- TASK INSTRUCTIONS:
Pick out all lines of the entries that include the word "list" and copy them.

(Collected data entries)
⟨
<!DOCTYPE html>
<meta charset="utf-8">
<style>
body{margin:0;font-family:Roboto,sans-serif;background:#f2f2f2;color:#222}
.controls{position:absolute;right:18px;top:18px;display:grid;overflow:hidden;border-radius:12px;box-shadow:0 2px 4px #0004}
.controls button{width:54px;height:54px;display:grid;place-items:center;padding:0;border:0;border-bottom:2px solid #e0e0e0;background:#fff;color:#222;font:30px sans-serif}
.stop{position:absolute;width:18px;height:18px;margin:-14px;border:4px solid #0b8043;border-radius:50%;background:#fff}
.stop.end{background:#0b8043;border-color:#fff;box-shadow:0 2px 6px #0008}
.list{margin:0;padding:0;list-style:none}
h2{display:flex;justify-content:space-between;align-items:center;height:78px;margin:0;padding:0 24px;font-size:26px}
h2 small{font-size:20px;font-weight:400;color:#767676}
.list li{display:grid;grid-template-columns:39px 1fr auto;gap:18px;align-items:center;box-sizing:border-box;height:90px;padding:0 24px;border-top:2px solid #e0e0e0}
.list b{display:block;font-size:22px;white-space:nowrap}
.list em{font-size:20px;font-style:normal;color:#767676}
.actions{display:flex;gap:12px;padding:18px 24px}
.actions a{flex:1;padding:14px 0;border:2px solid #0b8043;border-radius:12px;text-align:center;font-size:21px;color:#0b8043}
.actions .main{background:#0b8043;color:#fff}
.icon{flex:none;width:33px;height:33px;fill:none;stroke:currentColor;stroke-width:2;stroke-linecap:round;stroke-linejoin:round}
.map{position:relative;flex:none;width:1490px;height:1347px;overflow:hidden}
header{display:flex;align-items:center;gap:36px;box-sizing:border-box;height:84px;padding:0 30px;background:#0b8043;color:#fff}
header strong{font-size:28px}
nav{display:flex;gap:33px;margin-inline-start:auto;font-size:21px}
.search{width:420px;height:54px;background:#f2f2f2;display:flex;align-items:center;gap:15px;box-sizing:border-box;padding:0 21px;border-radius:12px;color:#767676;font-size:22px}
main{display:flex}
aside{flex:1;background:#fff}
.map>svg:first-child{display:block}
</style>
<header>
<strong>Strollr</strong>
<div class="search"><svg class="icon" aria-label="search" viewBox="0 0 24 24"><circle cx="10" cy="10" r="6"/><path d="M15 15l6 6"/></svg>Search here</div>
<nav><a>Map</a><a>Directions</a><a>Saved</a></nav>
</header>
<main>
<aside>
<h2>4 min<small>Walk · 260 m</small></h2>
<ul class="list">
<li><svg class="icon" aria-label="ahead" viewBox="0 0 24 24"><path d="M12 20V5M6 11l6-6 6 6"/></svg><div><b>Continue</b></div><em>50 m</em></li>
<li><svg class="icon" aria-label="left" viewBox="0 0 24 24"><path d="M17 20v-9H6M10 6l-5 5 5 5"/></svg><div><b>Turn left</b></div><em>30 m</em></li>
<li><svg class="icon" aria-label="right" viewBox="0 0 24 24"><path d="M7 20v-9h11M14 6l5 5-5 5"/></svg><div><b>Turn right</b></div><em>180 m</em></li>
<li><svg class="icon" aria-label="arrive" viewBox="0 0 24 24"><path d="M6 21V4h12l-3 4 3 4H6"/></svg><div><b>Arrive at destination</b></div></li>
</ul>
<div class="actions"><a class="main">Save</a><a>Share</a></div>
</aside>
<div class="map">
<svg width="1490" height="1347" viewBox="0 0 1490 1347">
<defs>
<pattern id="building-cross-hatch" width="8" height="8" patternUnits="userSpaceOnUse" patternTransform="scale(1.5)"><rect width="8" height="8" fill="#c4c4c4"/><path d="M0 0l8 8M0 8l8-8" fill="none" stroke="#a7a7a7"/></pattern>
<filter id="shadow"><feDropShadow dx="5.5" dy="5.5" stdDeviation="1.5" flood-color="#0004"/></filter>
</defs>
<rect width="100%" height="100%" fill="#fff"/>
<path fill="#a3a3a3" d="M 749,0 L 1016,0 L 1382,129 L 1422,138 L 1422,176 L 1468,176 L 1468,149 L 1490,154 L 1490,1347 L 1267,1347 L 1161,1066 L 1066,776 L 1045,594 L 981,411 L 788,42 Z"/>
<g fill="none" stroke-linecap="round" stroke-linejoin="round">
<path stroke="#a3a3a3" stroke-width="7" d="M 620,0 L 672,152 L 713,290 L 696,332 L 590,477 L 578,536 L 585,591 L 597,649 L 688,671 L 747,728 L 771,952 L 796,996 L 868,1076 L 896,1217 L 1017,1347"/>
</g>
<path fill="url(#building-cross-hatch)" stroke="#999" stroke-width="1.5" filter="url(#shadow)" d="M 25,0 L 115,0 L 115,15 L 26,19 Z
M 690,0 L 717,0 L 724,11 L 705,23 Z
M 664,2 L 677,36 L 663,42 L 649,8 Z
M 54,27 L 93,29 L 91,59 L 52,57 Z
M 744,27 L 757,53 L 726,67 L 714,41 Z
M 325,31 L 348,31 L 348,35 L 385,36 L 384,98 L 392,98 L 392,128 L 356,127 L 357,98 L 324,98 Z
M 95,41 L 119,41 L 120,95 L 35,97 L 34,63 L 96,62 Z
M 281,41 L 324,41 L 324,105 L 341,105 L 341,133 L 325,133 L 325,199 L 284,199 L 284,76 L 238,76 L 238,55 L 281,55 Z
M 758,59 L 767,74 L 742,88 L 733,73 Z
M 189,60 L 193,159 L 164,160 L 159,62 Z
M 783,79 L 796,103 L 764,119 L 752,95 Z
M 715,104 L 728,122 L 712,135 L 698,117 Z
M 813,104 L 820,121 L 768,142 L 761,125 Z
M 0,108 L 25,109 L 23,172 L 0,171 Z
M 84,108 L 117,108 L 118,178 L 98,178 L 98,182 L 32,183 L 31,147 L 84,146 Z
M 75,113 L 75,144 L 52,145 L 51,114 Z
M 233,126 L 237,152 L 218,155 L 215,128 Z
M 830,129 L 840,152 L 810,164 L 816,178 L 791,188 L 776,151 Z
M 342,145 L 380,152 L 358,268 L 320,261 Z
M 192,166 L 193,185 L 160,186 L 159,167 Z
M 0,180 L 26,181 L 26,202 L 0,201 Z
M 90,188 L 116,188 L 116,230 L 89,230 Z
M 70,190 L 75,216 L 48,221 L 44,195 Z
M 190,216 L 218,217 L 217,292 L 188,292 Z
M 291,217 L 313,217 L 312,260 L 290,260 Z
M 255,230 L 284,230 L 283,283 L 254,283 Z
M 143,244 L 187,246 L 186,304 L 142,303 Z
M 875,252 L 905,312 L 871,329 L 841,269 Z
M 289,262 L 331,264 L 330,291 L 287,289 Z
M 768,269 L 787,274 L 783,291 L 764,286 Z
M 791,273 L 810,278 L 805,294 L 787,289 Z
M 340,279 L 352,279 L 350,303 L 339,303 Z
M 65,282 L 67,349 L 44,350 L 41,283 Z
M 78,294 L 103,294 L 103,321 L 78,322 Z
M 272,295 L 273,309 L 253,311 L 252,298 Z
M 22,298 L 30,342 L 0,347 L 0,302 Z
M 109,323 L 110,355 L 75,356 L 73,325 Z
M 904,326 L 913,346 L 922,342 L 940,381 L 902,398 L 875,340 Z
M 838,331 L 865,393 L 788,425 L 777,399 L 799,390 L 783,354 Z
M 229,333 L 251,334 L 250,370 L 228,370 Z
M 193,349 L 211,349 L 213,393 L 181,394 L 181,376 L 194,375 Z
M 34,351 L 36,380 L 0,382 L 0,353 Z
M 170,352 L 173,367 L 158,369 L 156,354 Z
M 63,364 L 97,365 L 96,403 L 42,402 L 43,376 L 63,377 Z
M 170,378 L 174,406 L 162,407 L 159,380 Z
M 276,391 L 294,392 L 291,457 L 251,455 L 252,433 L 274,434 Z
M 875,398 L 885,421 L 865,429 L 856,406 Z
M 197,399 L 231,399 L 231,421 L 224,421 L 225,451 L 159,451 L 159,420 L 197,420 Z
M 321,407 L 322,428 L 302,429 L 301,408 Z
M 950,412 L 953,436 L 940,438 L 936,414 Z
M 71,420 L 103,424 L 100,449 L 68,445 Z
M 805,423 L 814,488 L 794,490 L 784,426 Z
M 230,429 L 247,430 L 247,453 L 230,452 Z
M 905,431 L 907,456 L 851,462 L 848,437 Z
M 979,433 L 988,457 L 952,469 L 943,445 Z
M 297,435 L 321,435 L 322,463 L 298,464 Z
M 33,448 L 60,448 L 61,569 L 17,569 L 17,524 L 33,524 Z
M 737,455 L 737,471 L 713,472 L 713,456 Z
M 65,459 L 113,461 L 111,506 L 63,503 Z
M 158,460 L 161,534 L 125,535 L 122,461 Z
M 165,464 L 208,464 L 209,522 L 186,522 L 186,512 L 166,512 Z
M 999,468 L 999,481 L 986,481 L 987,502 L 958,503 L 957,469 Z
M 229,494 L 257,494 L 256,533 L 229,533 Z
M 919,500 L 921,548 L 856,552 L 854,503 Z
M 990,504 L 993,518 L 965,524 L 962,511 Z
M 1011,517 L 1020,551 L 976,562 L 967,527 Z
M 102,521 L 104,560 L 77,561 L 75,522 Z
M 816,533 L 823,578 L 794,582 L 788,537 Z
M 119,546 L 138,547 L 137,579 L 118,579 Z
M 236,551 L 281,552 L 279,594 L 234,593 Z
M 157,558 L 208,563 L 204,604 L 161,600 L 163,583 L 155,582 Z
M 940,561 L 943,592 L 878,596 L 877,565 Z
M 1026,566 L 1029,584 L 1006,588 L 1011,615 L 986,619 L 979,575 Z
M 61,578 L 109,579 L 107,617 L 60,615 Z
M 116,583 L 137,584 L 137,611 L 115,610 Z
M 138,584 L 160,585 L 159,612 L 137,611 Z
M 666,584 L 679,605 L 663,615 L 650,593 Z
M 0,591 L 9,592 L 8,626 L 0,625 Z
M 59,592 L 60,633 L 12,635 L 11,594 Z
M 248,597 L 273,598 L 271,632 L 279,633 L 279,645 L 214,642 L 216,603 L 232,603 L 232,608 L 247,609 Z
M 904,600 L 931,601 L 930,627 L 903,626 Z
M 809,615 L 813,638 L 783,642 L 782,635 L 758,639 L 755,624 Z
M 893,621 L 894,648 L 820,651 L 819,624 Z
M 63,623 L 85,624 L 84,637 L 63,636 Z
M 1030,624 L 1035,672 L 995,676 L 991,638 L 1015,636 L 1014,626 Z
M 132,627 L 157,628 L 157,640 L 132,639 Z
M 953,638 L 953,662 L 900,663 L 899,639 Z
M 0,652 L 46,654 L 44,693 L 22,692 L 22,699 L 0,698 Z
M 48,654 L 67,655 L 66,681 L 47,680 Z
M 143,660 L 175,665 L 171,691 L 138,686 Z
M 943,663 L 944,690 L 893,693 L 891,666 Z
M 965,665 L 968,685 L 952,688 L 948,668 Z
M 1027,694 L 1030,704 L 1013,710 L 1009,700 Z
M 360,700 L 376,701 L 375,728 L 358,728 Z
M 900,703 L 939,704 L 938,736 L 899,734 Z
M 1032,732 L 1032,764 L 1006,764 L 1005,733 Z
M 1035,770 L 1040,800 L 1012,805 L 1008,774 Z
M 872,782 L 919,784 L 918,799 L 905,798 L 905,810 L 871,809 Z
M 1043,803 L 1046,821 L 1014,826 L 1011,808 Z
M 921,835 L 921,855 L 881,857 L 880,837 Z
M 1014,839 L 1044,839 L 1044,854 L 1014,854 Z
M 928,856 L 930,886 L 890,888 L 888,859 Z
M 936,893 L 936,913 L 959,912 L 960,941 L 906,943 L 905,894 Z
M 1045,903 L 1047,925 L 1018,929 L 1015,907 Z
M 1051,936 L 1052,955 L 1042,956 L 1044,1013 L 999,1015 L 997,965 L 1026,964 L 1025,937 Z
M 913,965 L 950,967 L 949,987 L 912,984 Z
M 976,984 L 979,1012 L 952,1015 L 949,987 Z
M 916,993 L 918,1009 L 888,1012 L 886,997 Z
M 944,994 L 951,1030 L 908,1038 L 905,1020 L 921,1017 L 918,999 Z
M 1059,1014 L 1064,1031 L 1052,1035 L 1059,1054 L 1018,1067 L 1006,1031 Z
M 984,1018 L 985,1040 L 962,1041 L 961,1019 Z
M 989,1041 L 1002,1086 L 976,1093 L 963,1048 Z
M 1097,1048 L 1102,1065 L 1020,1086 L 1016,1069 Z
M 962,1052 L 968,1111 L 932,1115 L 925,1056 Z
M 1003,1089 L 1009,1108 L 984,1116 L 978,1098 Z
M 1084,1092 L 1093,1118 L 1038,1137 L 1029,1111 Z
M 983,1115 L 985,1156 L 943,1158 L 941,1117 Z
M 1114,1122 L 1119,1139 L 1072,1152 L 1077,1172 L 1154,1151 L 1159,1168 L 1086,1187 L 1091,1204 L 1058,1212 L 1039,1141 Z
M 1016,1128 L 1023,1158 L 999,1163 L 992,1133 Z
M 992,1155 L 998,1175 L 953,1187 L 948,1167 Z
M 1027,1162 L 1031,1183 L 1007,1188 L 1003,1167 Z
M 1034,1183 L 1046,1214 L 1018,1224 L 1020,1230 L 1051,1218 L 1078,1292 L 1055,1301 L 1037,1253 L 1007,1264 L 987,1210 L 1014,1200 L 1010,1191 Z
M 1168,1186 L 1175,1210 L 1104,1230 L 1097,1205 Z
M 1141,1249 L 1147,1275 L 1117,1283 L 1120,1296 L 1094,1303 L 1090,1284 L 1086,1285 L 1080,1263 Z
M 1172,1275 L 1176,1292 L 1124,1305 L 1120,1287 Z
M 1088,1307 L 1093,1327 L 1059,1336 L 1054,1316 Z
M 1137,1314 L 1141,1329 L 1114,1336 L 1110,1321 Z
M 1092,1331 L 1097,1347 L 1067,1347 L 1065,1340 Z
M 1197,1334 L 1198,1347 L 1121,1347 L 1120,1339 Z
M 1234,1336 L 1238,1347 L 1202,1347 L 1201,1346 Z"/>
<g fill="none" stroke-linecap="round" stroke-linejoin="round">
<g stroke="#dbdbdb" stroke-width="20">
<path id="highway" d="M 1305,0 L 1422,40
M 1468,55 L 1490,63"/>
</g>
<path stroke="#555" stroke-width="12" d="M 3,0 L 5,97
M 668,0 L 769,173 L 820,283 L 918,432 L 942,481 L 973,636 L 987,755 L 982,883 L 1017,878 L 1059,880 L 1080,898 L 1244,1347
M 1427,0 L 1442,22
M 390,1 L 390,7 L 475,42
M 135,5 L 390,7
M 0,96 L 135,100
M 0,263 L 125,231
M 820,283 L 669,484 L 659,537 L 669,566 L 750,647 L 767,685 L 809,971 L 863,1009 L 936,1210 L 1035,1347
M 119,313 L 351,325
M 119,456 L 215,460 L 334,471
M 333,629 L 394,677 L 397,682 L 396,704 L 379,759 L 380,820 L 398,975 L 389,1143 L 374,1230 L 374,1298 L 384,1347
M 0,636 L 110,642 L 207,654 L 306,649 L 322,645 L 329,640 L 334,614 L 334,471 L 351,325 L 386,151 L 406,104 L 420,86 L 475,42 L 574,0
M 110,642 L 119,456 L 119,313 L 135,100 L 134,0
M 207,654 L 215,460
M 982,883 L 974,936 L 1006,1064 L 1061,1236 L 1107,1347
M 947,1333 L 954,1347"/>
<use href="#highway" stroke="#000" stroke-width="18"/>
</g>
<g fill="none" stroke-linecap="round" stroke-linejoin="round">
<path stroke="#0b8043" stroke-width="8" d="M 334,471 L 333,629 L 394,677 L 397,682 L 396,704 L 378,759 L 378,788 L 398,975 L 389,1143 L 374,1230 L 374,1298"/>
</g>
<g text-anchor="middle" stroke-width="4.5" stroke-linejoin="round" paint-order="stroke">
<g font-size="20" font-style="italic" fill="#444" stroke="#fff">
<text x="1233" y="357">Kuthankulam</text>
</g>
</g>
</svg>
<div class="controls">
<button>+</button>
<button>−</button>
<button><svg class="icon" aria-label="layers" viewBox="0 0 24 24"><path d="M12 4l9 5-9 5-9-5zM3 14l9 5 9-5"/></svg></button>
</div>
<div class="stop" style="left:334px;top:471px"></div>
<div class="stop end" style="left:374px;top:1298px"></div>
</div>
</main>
⟩
- TASK OUTPUT:
.list{margin:0;padding:0;list-style:none}
.list li{display:grid;grid-template-columns:39px 1fr auto;gap:18px;align-items:center;box-sizing:border-box;height:90px;padding:0 24px;border-top:2px solid #e0e0e0}
.list b{display:block;font-size:22px;white-space:nowrap}
.list em{font-size:20px;font-style:normal;color:#767676}
<ul class="list">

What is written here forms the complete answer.